Privy Council Appeal No 0018 of 2017

 

 

 

 

JUDGMENT

 

 

Harding (Appellant) v Attorney General of Anguilla (Respondent) (Anguilla)

 

From the Court of Appeal of the Eastern Caribbean Supreme Court (Anguilla)

 

before

 

Lord Reed

Lord Kerr

Lord Sumption

Lord Hodge

Lord Briggs

 

 

JUDGMENT GIVEN ON

 

 

30 July 2018

 

 

Heard on 9 July 2018

 

                   


 

 

Appellant

 

Respondent

Horace R Fraser

 

John McKendrick QC

 

 

Attorney General, Anguilla

(Instructed by Simons Muirhead & Burton LLP)

 

(Instructed by Attorney General’s Chambers)

 

 

 


LORD SUMPTION:

1.                  In these proceedings, Mrs Harding claims that she was removed from office before the expiry of her final term in breach of the Constitution of Anguilla, and that she had a legitimate expectation of reappointment which was violated by the failure to reappoint her. Her claim was rejected in the High Court and again in the Eastern Caribbean Court of Appeal for reasons which appear to the Board to be entirely correct. They will therefore content themselves with indicating briefly the points which were argued and the reasons why they have now failed at every stage.

2.                  The Constitution of Anguilla provides:

Power to appoint, etc, to judicial offices

68(1)  Power to make appointments to the offices to which this section applies and to remove and exercise disciplinary control over persons holding or acting in such offices shall vest in the Governor, acting after consultation with the Judicial Service Commission.

(2)       This section applies to the office of Magistrate, to any office in the public service of any registrar or other officer of the High Court who is required to possess legal qualifications and to such other offices in the public service, for appointment to which persons are required to possess legal qualifications, as may be prescribed by any law for the time being in force in Anguilla.”

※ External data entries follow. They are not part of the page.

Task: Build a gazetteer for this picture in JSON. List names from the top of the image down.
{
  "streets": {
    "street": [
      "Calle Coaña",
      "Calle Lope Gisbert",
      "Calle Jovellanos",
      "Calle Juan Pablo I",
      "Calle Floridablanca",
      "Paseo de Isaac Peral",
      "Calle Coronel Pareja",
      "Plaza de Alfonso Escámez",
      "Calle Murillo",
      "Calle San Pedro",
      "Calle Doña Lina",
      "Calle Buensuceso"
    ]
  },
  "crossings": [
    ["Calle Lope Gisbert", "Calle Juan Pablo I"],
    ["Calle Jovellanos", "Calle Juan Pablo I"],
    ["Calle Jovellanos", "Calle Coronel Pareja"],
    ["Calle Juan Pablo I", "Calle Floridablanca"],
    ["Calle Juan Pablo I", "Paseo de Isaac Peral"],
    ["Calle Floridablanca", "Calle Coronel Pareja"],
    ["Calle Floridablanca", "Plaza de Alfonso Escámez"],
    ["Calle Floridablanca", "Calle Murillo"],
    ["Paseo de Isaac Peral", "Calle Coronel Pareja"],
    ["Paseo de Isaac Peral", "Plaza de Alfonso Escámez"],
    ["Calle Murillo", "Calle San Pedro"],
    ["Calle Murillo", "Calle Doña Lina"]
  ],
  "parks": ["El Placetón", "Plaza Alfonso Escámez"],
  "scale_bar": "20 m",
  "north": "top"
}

3.                  Mrs Harding was the first holder of the office of Registrar of the High Court of Anguilla. She was originally appointed for a term of two years with effect from 10 January 1999. On the expiry of that term she was reappointed for six further consecutive terms, the last one expiring on 10 January 2012. The terms of her appointment were set out on each occasion in a written contract. Three clauses of the final contract, dated 21 January 2010, are relevant. The first, clause 1, provided that her appointment was limited to two years, from 11 January 2010. The second was clause 7, which entitled the Governor to terminate her appointment at any time without cause on three months’ notice after consulting the Judicial Service Commission. The third was clause 11, which provided that six months before the end of the term her appointment would be advertised, and that if she wished to be considered she must submit a curriculum vitae, which would be submitted to the Governor along with the curriculum vitae of any other suitably qualified applicant.

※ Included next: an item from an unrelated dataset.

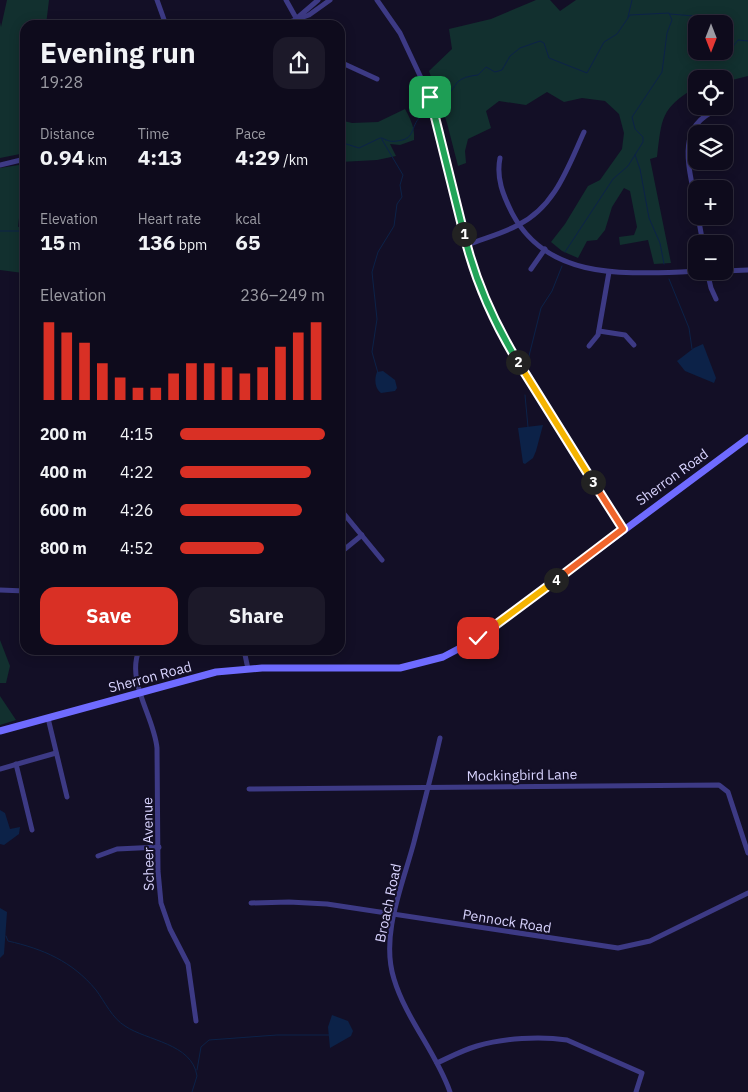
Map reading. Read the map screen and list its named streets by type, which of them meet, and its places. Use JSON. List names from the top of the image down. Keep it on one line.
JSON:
{"streets":{"main road":["Sherron Road"],"street":["Mockingbird Lane","Scheer Avenue","Broach Road","Pennock Road"]},"crossings":[["Sherron Road","Scheer Avenue"],["Mockingbird Lane","Broach Road"],["Broach Road","Pennock Road"]],"north":"bottom","page":{"map_buttons":["+","−"],"heading":["Evening run","19:28"],"stats":[["Distance","0.94 km"],["Time","4:13"],["Pace","4:29 /km"],["Elevation","15 m"],["Heart rate","136 bpm"],["kcal","65"]],"pins":["1","2","3","4"],"chart":["Elevation","236–249 m"],"list":[{"name":"200 m","note":"4:15"},{"name":"400 m","note":"4:22"},{"name":"600 m","note":"4:26"},{"name":"800 m","note":"4:52"}],"buttons":["Save","Share"]}}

4.                  The first point to be made is that Mrs Harding was not removed from office. Her contract expired by effluxion of time on 10 January 2012. The letter of 14 December 2011 from the Department of Public Administration, which informed her that she would not be reappointed, said that her term of office would accordingly end on 10 January 2012. It also directed her to take 14 days of her unclaimed vacation entitlement from 16 December 2011 to 10 January 2012. The sole basis on which she claims to have been dismissed before 10 January 2012 is (i) that the same letter proposed that she should be paid three months’ salary in lieu of notice under clause 7(1); and (ii) that she was directed to surrender her office keys before the start of her vacation, and access to her work computer files was blocked while she was away. Since she had not been dismissed on three months’ notice under clause 7(1) the reference to that clause was a mistake. She had not, however, been informed of the Governor’s decision not to reappoint her three months before the termination of her contract, as required under clause 11(2), and the judge held that the three months’ salary paid to her was adequate compensation for that failure. That could not amount to a summary dismissal. As to the keys and the computer files, the steps taken by her employer assumed that she would be on vacation for the remainder of her term of office. It was manifestly not a repudiation of what remained of her contract or a premature dismissal.

5.                  In those circumstances, Mrs Harding’s only possible complaint was that she should have been reappointed. Contractually, she had no right to be reappointed. Her appointment was for a limited term and provided that six months before the expiry of that term her job would be advertised. She does not claim that the constitution gives her security of tenure. That would have been an impossible contention given the absence of any express right to tenure in the Constitution and the well established principle that the holder of a lower judicial office may properly be employed on a fixed term contract: see Hinds v The Queen [1977] AC 195, 218 (Lord Diplock). Instead, it was submitted on Mrs Harding’s behalf that as the incumbent office-holder she had a substantive legitimate expectation of reappointment. The difficulty about this submission, and it is an insuperable one, is that the practice of opening appointments to competition at the expiry of their terms had been formally adopted and announced by the Department of Public Administration in 2004 and notified by letter to Mrs Harding. Subsequent contracts had been on terms similar to clause 11 of her latest contract of 2010. Indeed, on 8 July 2011 she had written asking to be “considered for a further period of employment”, expressly invoking that clause. A legitimate expectation is not the same as an unqualified right. It is a factual situation in which a public authority has caused a person to believe on reasonable grounds that he or she would enjoy some advantage. If, which the Board doubts, Mrs Harding had ever had a legitimate expectation of reappointment, it could not have survived the notification to her in 2004 of the administration’s intention to open public appointments to competition at the expiry of their existing terms, or her consent to the terms of successive contracts drawn on that basis thereafter.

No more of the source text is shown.